I wonder how long it will be before LLM-text trademarks become seen as a sign of bad writing or laziness instead? And then maybe we'll have an arms race of stylistic changes.
---
Completely agree with the author:
Earlier this week I asked Claude to summarize a bunch of code files since I was looking for a bug. It wrote paragraphs and had 3 suggestions. But when I read it, I realized it was mostly super generic and vague. The conditions that would be required to trigger the bug in those ways couldn't actually exist, but it put a lot of words around the ideas. I took longer to notice that they were incorrect suggestions as a result.
I told it "this won't happen those ways [because blah blah blah]" and it gave me the "you are correct!" compliment-dance and tried again. One new suggestion and a claimed reason about how one of its original suggestions might be right. The new suggestion seemed promising, but I wasn't entirely convinced. Tried again. It went back to the first three suggestions - the "here's why that won't happen" was still in the context window, but it hit some limit of its model. Like it was trying to reconcile being reinforcement-learning'd into "generate something that looks like a helpful answer" with "here is information in the context window saying the text I want to generate is wrong" and failing. We got into a loop.
It was a rare bug so we'll see if the useful-seeming suggestion was right or not but I don't know yet. Added some logging around it and some other stuff too.
The counterfactuals are hard to evaluate:
* would I have identified that potential change quicker without asking it? Or at all?
* would I have identified something else that it didn't point out?
* what if I hadn't noticed the problems with some other suggestions and spent a bunch of time chasing them?
The words:information ratio was a big problem in spotting the issues.

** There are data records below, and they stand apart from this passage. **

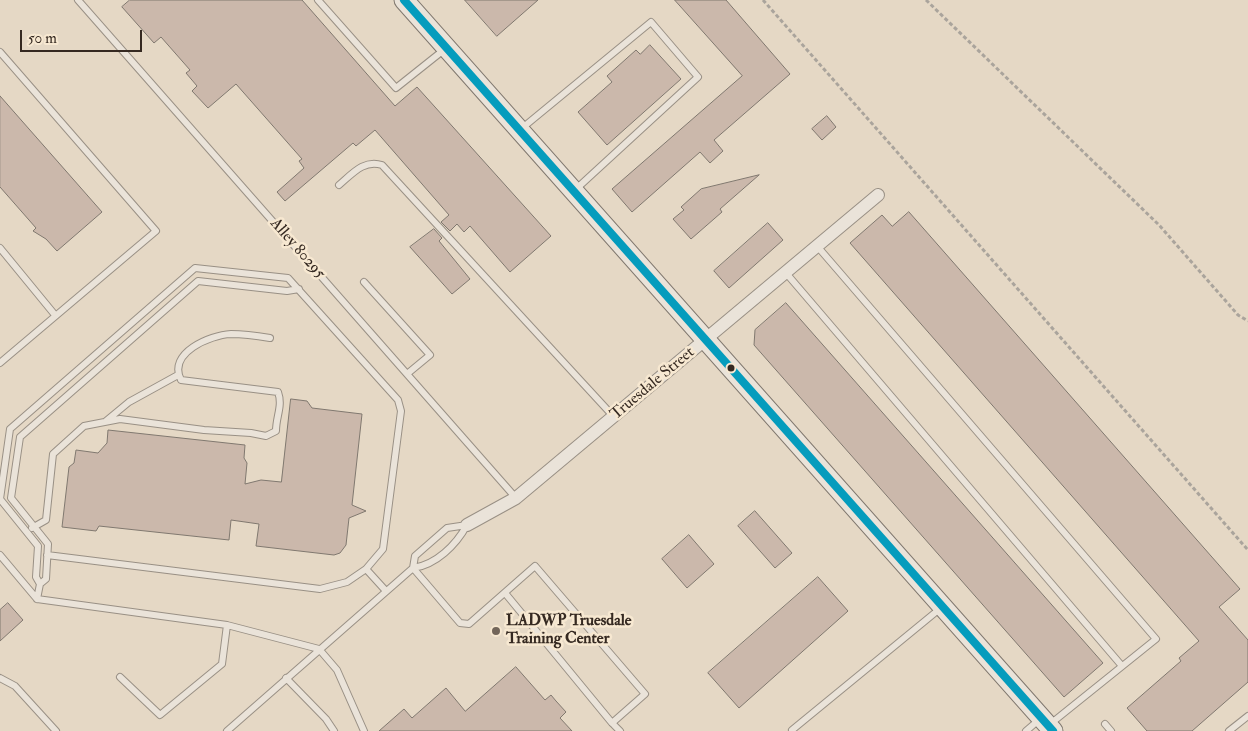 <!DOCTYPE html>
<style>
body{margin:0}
#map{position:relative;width:1248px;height:731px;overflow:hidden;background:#e5d8c5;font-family:"IM FELL Double Pica",serif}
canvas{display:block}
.scale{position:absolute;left:20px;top:30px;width:122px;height:22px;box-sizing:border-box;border:2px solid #352921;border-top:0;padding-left:6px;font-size:15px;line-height:18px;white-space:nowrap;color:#352921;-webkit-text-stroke:4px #f7e8d1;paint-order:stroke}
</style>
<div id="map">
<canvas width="1248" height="731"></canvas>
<div class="scale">50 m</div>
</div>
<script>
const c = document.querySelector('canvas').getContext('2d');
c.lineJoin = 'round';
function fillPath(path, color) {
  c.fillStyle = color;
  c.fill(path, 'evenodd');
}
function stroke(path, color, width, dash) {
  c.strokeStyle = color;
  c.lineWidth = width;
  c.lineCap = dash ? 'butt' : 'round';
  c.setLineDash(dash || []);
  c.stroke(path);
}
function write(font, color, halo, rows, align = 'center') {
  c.font = font + ' "IM FELL Double Pica",serif';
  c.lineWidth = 5;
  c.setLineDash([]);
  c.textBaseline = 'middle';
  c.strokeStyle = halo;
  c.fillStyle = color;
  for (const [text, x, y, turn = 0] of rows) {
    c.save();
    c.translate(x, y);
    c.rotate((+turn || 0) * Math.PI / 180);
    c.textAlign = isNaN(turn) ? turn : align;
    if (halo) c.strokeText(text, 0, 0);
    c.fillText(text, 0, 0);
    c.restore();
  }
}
const building = new Path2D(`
 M130,0H302L395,106L417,87L551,236L510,272L470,226L464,232L457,224L450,231L441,222L449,215L375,130L356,146L353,143L285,201L277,192L304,168L299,161L302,159L236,84L208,108L192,91L197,86L186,73L190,70L161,37L154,43L122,7Z
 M465,0H538L497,36Z
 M675,0H726L790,74L714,140L723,151L710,163L700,152L632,212L612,189L742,76Z
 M650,45L681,79L607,145L578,112L612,82L607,76L636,50L640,54Z
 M0,96L102,212L57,251L46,239L33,231L36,228L0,187Z
 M827,116L836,127L822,140L812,129Z
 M759,175L720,209L722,212L691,239L673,219L684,210L681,207L701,189Z
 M909,212L1240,589L1219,607L1248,640V682L1192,731H1147L1127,708L1181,661L1179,658L1199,641L850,243L882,215L892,226Z
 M768,223L783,240L729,288L714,271Z
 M434,229L442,238L439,241L470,279L452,294L410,247Z
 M786,303L1103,663L1064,697L754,345L755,330Z
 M291,399L307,401L312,408L362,414L352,505L366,511L349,518L346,545L340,553L334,555L256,546L259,524L231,520L229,540L99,526L96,531L62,527L69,467L74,463L76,450L98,453L107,443L108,430L245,445L244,458L247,463L245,484L261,480L281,482Z
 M755,511L792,553L775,568L738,526Z
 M689,535L714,564L687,588L662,559Z
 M818,577L848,611L739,708L708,673Z
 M8,603L23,620L0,641V610Z
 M516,667L545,700L551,695L556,701L566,712L560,718L572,731H379L404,709L412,718L446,688L465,711Z`);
const path = new Path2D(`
 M763,0L1248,550
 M926,0L1159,225L1238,315L1248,321`);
const service = new Path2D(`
 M78,0L516,498
 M318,0L396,88L445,49
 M0,52L156,231L0,363
 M521,129L651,22L698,77L575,190
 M339,185C352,174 364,159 382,165L614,417
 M817,246L1156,639L1049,725
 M0,248L55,315
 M786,273L1122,666
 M364,282L430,355L407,374
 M299,289L287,291L198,281L20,437L11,498L48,544L46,579L40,584L37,599L227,625L319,649L337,670L364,731
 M106,421L129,402L178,375
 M32,528L46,520L53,454L84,426L120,419L204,430L251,433L266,436L276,431C276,416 283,406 278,392L181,380C167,353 210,335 231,334C244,334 258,336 270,338
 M0,555L37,599
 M47,555L320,589L347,582L366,569
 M413,568L460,623L469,624L535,566L645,694L612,723L505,593
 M413,568L415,556L447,528L467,525
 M40,584L36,577L38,546L0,499L10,429L195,268L288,278L398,400L401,411L383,549L366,569L386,591
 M120,677L160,715L222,664L227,625
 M0,678L15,686L56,731
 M286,678L326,719L334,731
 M612,723L620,731
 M1105,724L1111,731
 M792,730L942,607
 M227,731L413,568C436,565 456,545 467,525
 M1026,731L1040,719
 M1229,731L1248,716`);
const minor = new Path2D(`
 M467,525L516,498L878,195`);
const secondary = new Path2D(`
 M404,0L1053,731`);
const bus1 = new Path2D(`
 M404,0L1053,731`);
const markers = [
 [731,368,4.5,"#352921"],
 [496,631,5,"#73665a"]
];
const streetNames = [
 ["Alley 80295",297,249,49],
 ["Truesdale Street",653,384,-40]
];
const poiNames = [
 ["LADWP Truesdale",506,622],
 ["Training Center",506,640]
];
fillPath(building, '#cbb8ab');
stroke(building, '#80786f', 1);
stroke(service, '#999085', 8);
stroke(minor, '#999085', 14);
stroke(secondary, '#80786f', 21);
stroke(path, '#aaa49c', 3, [4, 2.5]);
stroke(service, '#eae3d9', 6);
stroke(minor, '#eae3d9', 12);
stroke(secondary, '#eae3d9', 19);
stroke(bus1, '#059cbd', 8);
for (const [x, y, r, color] of markers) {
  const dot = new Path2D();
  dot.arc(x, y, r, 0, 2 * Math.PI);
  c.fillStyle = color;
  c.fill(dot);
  stroke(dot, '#f7e8d1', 2);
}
write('16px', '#352921', '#f7e8d1', streetNames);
write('bold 16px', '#352921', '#f7e8d1', poiNames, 'left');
</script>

So was the "text completion" aspect of "if you're asking about a problem here, there must be a solution I can offer" RL-seeming aspect of its generated results. It didn't seem to be truly evaluating the code then deciding so much as saying "yes, I will definitely tell you there are things we can change, here are some that seem plausible."
Imagine if my coworker had asked me the question and I'd just copy-pasted Claude's first crap attempt to them in response? Rude as hell.